Why 2022 Is Already A Term Like No Other


cartoon The Supreme Court architectureThis is a historic year for the Supreme Court. After a second term with a conservative supermajority, the Court is once again positioned to make key decisions along ideological lines.  While the Roberts Court will be remembered for its ideological splits and key decisions in the areas of individual rights and liberties, it will also be remembered for its slow decision making process and curtailed number of decisions each term. This term follows the same trajectory.   

This story could be about the 52 cases slated for argument so far this term and the possibility that the Court will once again undercut its lowest production ever in terms of argued cases. Instead, it is about the lack of decisions so far this term.  The Court has yet to release a single slip opinion thus far in the 2022 Term. This in and of itself is a record for the slowest release time in the Court’s history. When we look at opinions in argued decisions and the lack of any decided cases, the distinction between this term and all others is incredibly stark as is evident below.

Feldman12_27_01

The graph above tracks the number of days between the first oral argument in a term and the first decision in an argued case since 1870 (decisions prior to 1870 were reached even quicker). The earliest that we will see a decision in an argued case this term is on January 3, 2023. That date marks 92 days since the first argument this term on October 3, 2022.  The most time the Court has taken for its first decision in past terms was 65 days and so this marks minimally a 40% increase in time for this term.

What are the mechanisms at work here? One might point to the friction on the current Court as a possible rationale. Last term, however, the Court’s first opinion in an argued case was released in fewer than 50 days after the first argument and the Court’s composition was ideologically the same (swapping in Jackson for Breyer). This then may be an unsatisfying explanation for the Court’s slow productivity this term. 

Other indicators do not shed much light on the difference between this term and all others either, although they do show how differences in the current Court may have set the stage for this kind of production. When we look at the average time between arguments and decisions across terms, we see the steady rise in time.

feldman_12_27_02 

Several of the blips in previous terms are because of arguments that were not resolved in previous terms and when you remove such outliers the incline to the current times to decisions are more pronounced.

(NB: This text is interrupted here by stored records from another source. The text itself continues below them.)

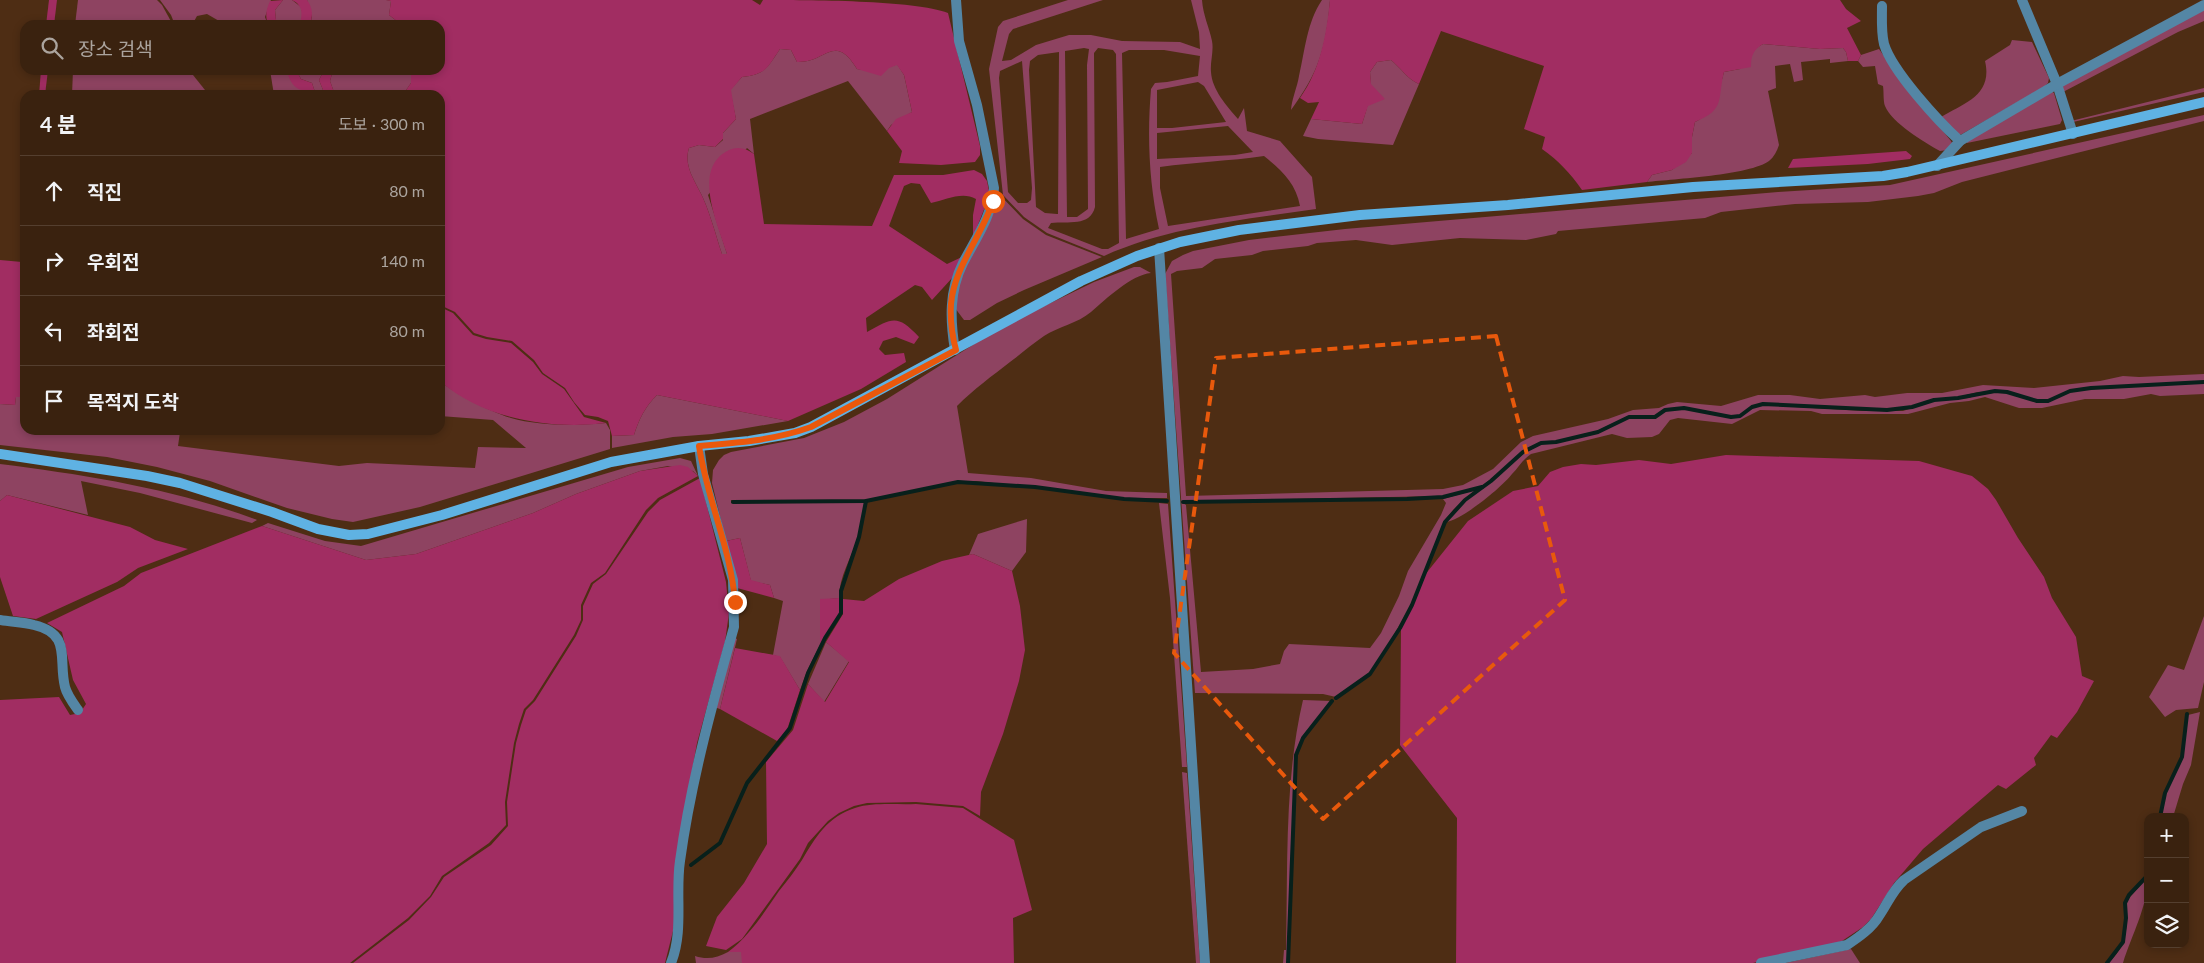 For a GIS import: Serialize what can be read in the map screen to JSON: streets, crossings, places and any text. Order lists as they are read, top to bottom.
{
  "page": {
    "search": "장소 검색",
    "heading": ["4 분", "도보 · 300 m"],
    "list": [
      ["직진", "80 m"],
      ["우회전", "140 m"],
      ["좌회전", "80 m"],
      "목적지 도착"
    ],
    "map_buttons": ["+", "−"]
  }
} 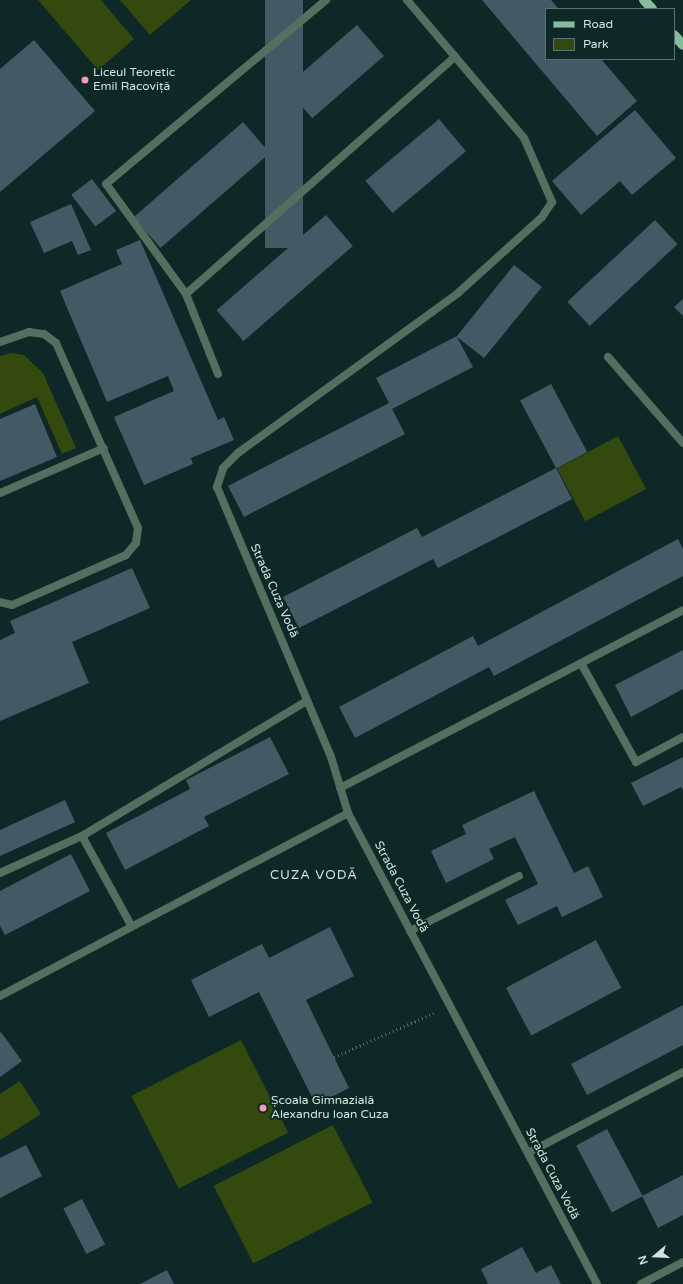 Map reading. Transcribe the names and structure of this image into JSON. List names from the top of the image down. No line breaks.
{"streets":{"street":["Strada Cuza Vodă"]},"districts":["CUZA VODĂ"],"places":["Liceul Teoretic Emil Racoviță","Școala Gimnazială Alexandru Ioan Cuza"],"legend":["Road","Park"],"north":"left"} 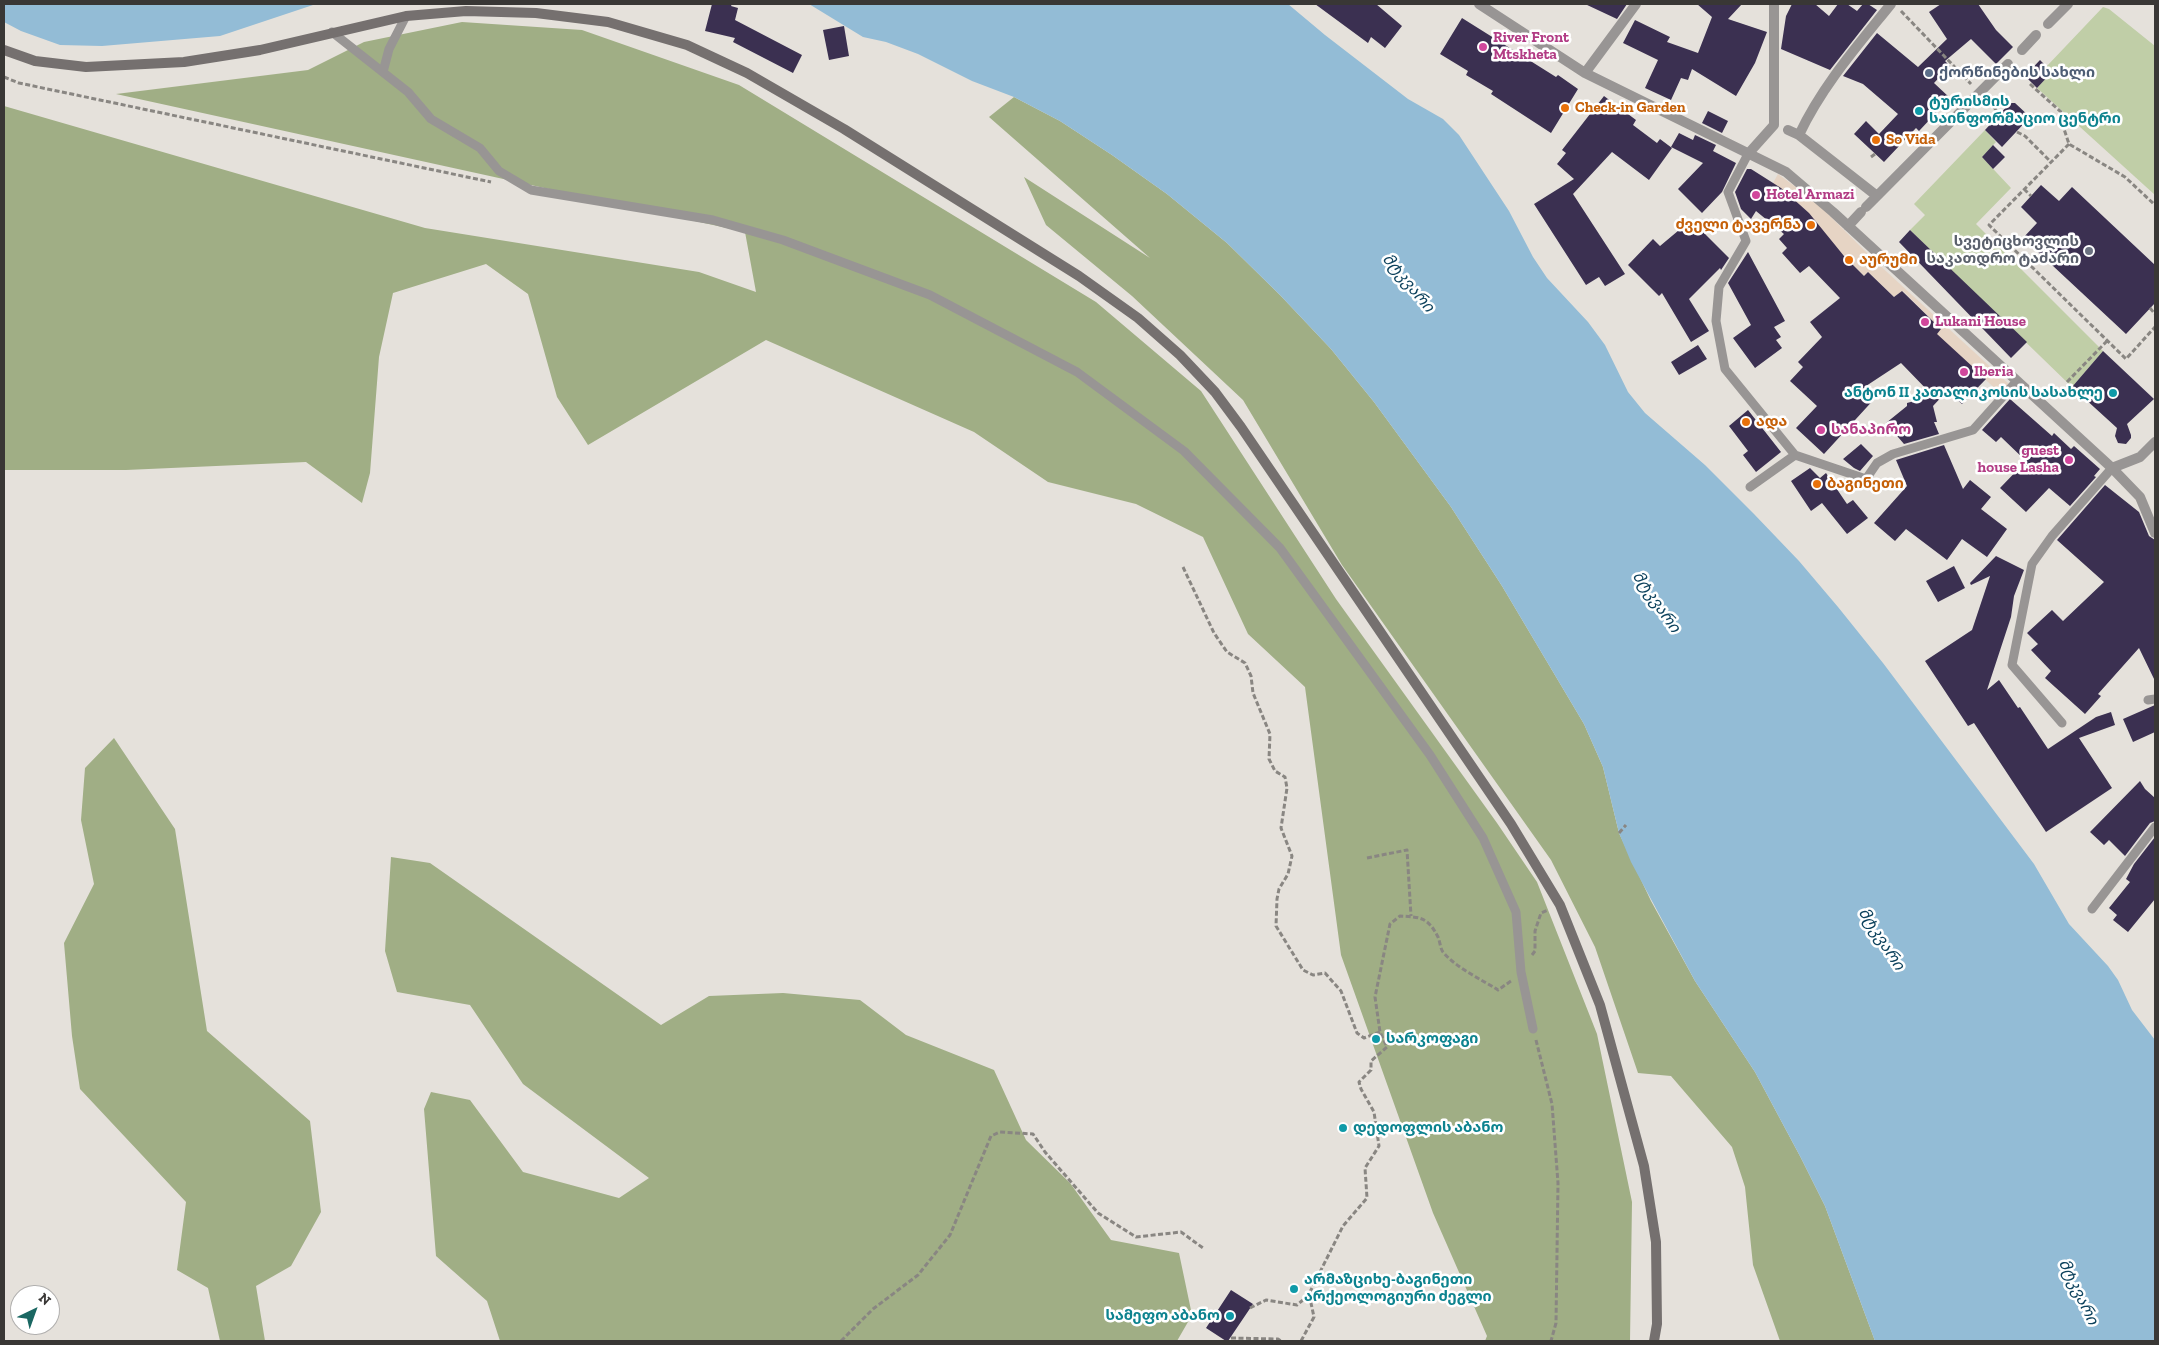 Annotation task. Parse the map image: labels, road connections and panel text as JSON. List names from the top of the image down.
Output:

From this we might expect a steady rise in the time it takes the Court to make decisions but not a huge jump in any one year.  Another explanation may be that the justices write so many separate opinions each term, which slows down the time it takes to release decisions. This explanation appears unsatisfying as well.  If we look at the total number of arguments divided by the total number of majority and separate opinions each term, we see a drop in this ratio over time but not a huge plunge.

Feldman_12_27_03 

This in and of itself is not a great predictor of aberrations in the pace of decision releases. One might also aggregate the data on the number of pages per opinion to track if longer pages per decision each term slows down the Court’s production. This still would not explain the difference between this term and all terms prior to this one. Add to this the fact that we are likely to see several unanimous decisions when the first opinions are finally released this term as we have seen in the past and the bevy of pages the Court releases overall in a term would not help explain why the Court has been so slow to release a single decision this term.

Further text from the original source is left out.